Spain was just emerging from a particularly strict house arrest form of lockdown, in the middle of June 2020, where it had locked all its residents in their houses for 6 weeks. Not even allowed out for exercise, even Dog walkers were fined for being found more than 100 metres away from their homes. I was so grateful for the garden and the small paddock next to the house. I could walk around and around it, stick in hand, avoiding the ram who went from being a scared and meek, very un-ram like thing, to a dominating and aggressive one. One time he came at me whilst I walked the perimeter and rammed me on the thigh. I later learned, rubbing the tender bruise on my leg, that it’s OK to chatter away at female sheep, to feed them by the hand, but never to do this with a ram. And if, like me, you have a tendency to witter away to yourself, and the flora and the fauna, whilst gardening, - then whatever you do, don’t look a ram in the eyes.

Going into town was like emerging from a particularly uncomfortable cocoon, part liberation, part still feeling strange and peculiar. The eyes conveying so much more than they had to before, I realized how much I relied on the mouth for social and interpersonal cues, let alone understanding a foreign language. The sun was shining, the water in the harbour shimmering hypnotically and then a text message from my mother in the family chat. “Are you both free in 5 mins for a chat.” Innocuous on the surface, we are not a group chat family and my stomach lurched a little.

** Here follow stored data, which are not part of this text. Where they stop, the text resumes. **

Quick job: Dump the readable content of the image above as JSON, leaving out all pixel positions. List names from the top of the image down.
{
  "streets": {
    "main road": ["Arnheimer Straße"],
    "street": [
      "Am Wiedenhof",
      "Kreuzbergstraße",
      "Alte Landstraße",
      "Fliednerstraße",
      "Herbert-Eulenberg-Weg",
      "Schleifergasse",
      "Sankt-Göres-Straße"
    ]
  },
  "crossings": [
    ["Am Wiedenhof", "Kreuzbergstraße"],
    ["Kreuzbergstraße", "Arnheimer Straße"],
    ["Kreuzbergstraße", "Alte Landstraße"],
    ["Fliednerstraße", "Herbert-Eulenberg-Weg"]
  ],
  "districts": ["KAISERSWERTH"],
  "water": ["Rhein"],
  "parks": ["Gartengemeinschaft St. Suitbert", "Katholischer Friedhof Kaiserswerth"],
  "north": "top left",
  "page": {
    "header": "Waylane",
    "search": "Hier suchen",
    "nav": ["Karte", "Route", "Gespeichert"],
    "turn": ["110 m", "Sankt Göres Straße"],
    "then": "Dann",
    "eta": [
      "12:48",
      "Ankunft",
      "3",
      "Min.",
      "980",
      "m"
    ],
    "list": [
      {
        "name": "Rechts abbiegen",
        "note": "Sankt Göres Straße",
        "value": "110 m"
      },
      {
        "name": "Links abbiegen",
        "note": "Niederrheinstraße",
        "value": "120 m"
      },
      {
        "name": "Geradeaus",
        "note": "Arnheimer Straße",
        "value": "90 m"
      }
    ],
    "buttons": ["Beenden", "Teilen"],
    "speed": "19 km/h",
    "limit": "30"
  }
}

So, it was I found myself driving 1,000 miles through Spain and France, as the only way to get back to the UK, whilst the majority of borders were closed for all but the most essential travel. So it was I found myself a highly concentrated bags of nerves, focused entirely on one thing. Keep driving. Get back to the UK. See Dad. It was 3 days / nights of straight driving in my little old camper van. The whole way the sky was strange. Or maybe it was normal and I was strange. Everything was different.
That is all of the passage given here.